WORK REQUEST: All of the records should be given again exactly as they appear.

Stored items:
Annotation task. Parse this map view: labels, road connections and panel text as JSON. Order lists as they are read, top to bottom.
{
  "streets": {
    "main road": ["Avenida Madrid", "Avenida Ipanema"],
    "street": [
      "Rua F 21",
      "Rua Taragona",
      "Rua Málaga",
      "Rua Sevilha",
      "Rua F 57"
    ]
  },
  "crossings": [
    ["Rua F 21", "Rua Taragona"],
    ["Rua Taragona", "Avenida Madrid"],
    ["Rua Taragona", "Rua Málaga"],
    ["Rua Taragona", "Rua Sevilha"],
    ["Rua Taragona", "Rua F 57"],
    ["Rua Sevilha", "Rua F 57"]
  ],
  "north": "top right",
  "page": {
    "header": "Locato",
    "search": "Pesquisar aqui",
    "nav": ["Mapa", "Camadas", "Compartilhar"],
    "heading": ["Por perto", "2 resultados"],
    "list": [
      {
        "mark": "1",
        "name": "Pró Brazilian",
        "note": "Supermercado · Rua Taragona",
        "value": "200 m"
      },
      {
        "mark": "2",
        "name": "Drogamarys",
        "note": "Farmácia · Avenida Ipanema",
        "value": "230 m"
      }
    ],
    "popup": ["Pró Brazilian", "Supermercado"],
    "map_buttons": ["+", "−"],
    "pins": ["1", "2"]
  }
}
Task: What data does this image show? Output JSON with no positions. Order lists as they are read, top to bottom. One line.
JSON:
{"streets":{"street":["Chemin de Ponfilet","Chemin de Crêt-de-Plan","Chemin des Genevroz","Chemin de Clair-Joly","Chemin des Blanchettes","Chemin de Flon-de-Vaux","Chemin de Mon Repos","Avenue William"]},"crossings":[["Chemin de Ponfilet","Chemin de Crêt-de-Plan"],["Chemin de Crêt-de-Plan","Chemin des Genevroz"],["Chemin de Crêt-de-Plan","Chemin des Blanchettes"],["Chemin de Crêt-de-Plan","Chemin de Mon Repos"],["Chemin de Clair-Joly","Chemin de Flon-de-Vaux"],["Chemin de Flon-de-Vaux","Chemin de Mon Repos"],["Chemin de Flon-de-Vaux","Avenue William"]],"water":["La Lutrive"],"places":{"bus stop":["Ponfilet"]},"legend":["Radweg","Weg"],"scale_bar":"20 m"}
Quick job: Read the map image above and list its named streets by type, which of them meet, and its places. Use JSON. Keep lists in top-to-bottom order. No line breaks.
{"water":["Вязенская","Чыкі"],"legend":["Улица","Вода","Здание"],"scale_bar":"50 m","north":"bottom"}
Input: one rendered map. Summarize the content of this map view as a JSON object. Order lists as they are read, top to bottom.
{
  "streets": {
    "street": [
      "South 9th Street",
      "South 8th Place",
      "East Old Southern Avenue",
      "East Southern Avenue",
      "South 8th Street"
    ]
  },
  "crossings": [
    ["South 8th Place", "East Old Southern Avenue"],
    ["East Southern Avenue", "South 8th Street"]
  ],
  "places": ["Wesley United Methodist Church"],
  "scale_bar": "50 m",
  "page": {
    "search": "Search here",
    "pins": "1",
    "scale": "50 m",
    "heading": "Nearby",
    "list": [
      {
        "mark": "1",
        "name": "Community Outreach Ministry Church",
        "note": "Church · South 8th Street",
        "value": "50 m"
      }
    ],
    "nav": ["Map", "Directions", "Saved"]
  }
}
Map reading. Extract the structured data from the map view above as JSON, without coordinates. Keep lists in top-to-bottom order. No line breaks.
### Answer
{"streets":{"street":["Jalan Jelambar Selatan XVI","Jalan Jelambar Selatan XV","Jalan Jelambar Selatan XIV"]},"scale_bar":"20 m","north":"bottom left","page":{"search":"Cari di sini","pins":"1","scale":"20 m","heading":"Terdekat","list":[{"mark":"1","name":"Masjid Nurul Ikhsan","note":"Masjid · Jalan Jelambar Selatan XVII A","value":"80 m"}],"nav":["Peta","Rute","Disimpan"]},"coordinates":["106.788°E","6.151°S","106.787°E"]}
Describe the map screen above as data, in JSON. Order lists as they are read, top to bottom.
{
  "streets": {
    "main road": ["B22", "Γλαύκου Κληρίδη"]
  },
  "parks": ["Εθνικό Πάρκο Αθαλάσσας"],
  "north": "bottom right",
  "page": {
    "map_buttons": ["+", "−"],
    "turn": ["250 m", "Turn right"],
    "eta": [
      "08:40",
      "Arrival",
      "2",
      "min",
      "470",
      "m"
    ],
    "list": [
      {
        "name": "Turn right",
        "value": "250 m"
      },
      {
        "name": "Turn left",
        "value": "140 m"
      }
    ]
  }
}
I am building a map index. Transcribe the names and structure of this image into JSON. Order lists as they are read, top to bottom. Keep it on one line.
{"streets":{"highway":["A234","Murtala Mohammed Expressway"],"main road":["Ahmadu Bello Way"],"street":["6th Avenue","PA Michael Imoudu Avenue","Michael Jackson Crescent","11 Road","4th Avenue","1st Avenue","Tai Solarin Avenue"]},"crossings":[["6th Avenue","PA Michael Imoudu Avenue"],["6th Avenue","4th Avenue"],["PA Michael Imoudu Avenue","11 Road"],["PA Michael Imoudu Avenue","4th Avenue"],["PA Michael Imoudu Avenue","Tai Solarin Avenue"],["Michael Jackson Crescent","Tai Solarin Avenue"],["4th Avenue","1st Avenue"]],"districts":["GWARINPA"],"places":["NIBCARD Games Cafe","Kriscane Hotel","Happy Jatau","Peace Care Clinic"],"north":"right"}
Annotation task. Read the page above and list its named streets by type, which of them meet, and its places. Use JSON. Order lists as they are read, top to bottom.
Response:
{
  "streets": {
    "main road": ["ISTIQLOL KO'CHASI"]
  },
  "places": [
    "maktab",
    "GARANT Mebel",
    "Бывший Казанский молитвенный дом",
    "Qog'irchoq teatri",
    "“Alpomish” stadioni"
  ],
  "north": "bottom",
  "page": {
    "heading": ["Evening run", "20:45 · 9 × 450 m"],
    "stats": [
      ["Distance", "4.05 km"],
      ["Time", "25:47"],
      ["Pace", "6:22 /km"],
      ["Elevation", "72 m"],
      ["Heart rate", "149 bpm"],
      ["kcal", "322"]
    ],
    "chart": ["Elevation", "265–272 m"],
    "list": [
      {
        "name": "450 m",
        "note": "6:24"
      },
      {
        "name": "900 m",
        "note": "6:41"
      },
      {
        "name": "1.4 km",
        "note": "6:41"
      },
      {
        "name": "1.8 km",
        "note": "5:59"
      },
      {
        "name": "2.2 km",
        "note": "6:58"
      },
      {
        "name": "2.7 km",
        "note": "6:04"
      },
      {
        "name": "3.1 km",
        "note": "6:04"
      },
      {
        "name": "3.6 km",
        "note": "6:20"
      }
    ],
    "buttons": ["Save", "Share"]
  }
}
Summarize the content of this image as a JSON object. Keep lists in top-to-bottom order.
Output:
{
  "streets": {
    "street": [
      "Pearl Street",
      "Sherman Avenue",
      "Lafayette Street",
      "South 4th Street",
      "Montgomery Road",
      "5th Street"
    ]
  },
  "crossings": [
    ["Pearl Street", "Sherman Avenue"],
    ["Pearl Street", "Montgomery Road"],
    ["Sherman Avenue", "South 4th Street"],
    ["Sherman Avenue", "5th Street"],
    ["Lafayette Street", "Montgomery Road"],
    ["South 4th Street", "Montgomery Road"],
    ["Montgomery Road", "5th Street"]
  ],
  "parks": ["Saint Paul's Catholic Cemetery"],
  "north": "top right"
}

ANSWER BOX:
Annotation task. Parse this map view: labels, road connections and panel text as JSON. Order lists as they are read, top to bottom.
{
  "streets": {
    "main road": ["Avenida Madrid", "Avenida Ipanema"],
    "street": [
      "Rua F 21",
      "Rua Taragona",
      "Rua Málaga",
      "Rua Sevilha",
      "Rua F 57"
    ]
  },
  "crossings": [
    ["Rua F 21", "Rua Taragona"],
    ["Rua Taragona", "Avenida Madrid"],
    ["Rua Taragona", "Rua Málaga"],
    ["Rua Taragona", "Rua Sevilha"],
    ["Rua Taragona", "Rua F 57"],
    ["Rua Sevilha", "Rua F 57"]
  ],
  "north": "top right",
  "page": {
    "header": "Locato",
    "search": "Pesquisar aqui",
    "nav": ["Mapa", "Camadas", "Compartilhar"],
    "heading": ["Por perto", "2 resultados"],
    "list": [
      {
        "mark": "1",
        "name": "Pró Brazilian",
        "note": "Supermercado · Rua Taragona",
        "value": "200 m"
      },
      {
        "mark": "2",
        "name": "Drogamarys",
        "note": "Farmácia · Avenida Ipanema",
        "value": "230 m"
      }
    ],
    "popup": ["Pró Brazilian", "Supermercado"],
    "map_buttons": ["+", "−"],
    "pins": ["1", "2"]
  }
}
Task: What data does this image show? Output JSON with no positions. Order lists as they are read, top to bottom. One line.
JSON:
{"streets":{"street":["Chemin de Ponfilet","Chemin de Crêt-de-Plan","Chemin des Genevroz","Chemin de Clair-Joly","Chemin des Blanchettes","Chemin de Flon-de-Vaux","Chemin de Mon Repos","Avenue William"]},"crossings":[["Chemin de Ponfilet","Chemin de Crêt-de-Plan"],["Chemin de Crêt-de-Plan","Chemin des Genevroz"],["Chemin de Crêt-de-Plan","Chemin des Blanchettes"],["Chemin de Crêt-de-Plan","Chemin de Mon Repos"],["Chemin de Clair-Joly","Chemin de Flon-de-Vaux"],["Chemin de Flon-de-Vaux","Chemin de Mon Repos"],["Chemin de Flon-de-Vaux","Avenue William"]],"water":["La Lutrive"],"places":{"bus stop":["Ponfilet"]},"legend":["Radweg","Weg"],"scale_bar":"20 m"}
Quick job: Read the map image above and list its named streets by type, which of them meet, and its places. Use JSON. Keep lists in top-to-bottom order. No line breaks.
{"water":["Вязенская","Чыкі"],"legend":["Улица","Вода","Здание"],"scale_bar":"50 m","north":"bottom"}
Input: one rendered map. Summarize the content of this map view as a JSON object. Order lists as they are read, top to bottom.
{
  "streets": {
    "street": [
      "South 9th Street",
      "South 8th Place",
      "East Old Southern Avenue",
      "East Southern Avenue",
      "South 8th Street"
    ]
  },
  "crossings": [
    ["South 8th Place", "East Old Southern Avenue"],
    ["East Southern Avenue", "South 8th Street"]
  ],
  "places": ["Wesley United Methodist Church"],
  "scale_bar": "50 m",
  "page": {
    "search": "Search here",
    "pins": "1",
    "scale": "50 m",
    "heading": "Nearby",
    "list": [
      {
        "mark": "1",
        "name": "Community Outreach Ministry Church",
        "note": "Church · South 8th Street",
        "value": "50 m"
      }
    ],
    "nav": ["Map", "Directions", "Saved"]
  }
}
Map reading. Extract the structured data from the map view above as JSON, without coordinates. Keep lists in top-to-bottom order. No line breaks.
### Answer
{"streets":{"street":["Jalan Jelambar Selatan XVI","Jalan Jelambar Selatan XV","Jalan Jelambar Selatan XIV"]},"scale_bar":"20 m","north":"bottom left","page":{"search":"Cari di sini","pins":"1","scale":"20 m","heading":"Terdekat","list":[{"mark":"1","name":"Masjid Nurul Ikhsan","note":"Masjid · Jalan Jelambar Selatan XVII A","value":"80 m"}],"nav":["Peta","Rute","Disimpan"]},"coordinates":["106.788°E","6.151°S","106.787°E"]}
Describe the map screen above as data, in JSON. Order lists as they are read, top to bottom.
{
  "streets": {
    "main road": ["B22", "Γλαύκου Κληρίδη"]
  },
  "parks": ["Εθνικό Πάρκο Αθαλάσσας"],
  "north": "bottom right",
  "page": {
    "map_buttons": ["+", "−"],
    "turn": ["250 m", "Turn right"],
    "eta": [
      "08:40",
      "Arrival",
      "2",
      "min",
      "470",
      "m"
    ],
    "list": [
      {
        "name": "Turn right",
        "value": "250 m"
      },
      {
        "name": "Turn left",
        "value": "140 m"
      }
    ]
  }
}
I am building a map index. Transcribe the names and structure of this image into JSON. Order lists as they are read, top to bottom. Keep it on one line.
{"streets":{"highway":["A234","Murtala Mohammed Expressway"],"main road":["Ahmadu Bello Way"],"street":["6th Avenue","PA Michael Imoudu Avenue","Michael Jackson Crescent","11 Road","4th Avenue","1st Avenue","Tai Solarin Avenue"]},"crossings":[["6th Avenue","PA Michael Imoudu Avenue"],["6th Avenue","4th Avenue"],["PA Michael Imoudu Avenue","11 Road"],["PA Michael Imoudu Avenue","4th Avenue"],["PA Michael Imoudu Avenue","Tai Solarin Avenue"],["Michael Jackson Crescent","Tai Solarin Avenue"],["4th Avenue","1st Avenue"]],"districts":["GWARINPA"],"places":["NIBCARD Games Cafe","Kriscane Hotel","Happy Jatau","Peace Care Clinic"],"north":"right"}
Annotation task. Read the page above and list its named streets by type, which of them meet, and its places. Use JSON. Order lists as they are read, top to bottom.
Response:
{
  "streets": {
    "main road": ["ISTIQLOL KO'CHASI"]
  },
  "places": [
    "maktab",
    "GARANT Mebel",
    "Бывший Казанский молитвенный дом",
    "Qog'irchoq teatri",
    "“Alpomish” stadioni"
  ],
  "north": "bottom",
  "page": {
    "heading": ["Evening run", "20:45 · 9 × 450 m"],
    "stats": [
      ["Distance", "4.05 km"],
      ["Time", "25:47"],
      ["Pace", "6:22 /km"],
      ["Elevation", "72 m"],
      ["Heart rate", "149 bpm"],
      ["kcal", "322"]
    ],
    "chart": ["Elevation", "265–272 m"],
    "list": [
      {
        "name": "450 m",
        "note": "6:24"
      },
      {
        "name": "900 m",
        "note": "6:41"
      },
      {
        "name": "1.4 km",
        "note": "6:41"
      },
      {
        "name": "1.8 km",
        "note": "5:59"
      },
      {
        "name": "2.2 km",
        "note": "6:58"
      },
      {
        "name": "2.7 km",
        "note": "6:04"
      },
      {
        "name": "3.1 km",
        "note": "6:04"
      },
      {
        "name": "3.6 km",
        "note": "6:20"
      }
    ],
    "buttons": ["Save", "Share"]
  }
}
Summarize the content of this image as a JSON object. Keep lists in top-to-bottom order.
Output:
{
  "streets": {
    "street": [
      "Pearl Street",
      "Sherman Avenue",
      "Lafayette Street",
      "South 4th Street",
      "Montgomery Road",
      "5th Street"
    ]
  },
  "crossings": [
    ["Pearl Street", "Sherman Avenue"],
    ["Pearl Street", "Montgomery Road"],
    ["Sherman Avenue", "South 4th Street"],
    ["Sherman Avenue", "5th Street"],
    ["Lafayette Street", "Montgomery Road"],
    ["South 4th Street", "Montgomery Road"],
    ["Montgomery Road", "5th Street"]
  ],
  "parks": ["Saint Paul's Catholic Cemetery"],
  "north": "top right"
}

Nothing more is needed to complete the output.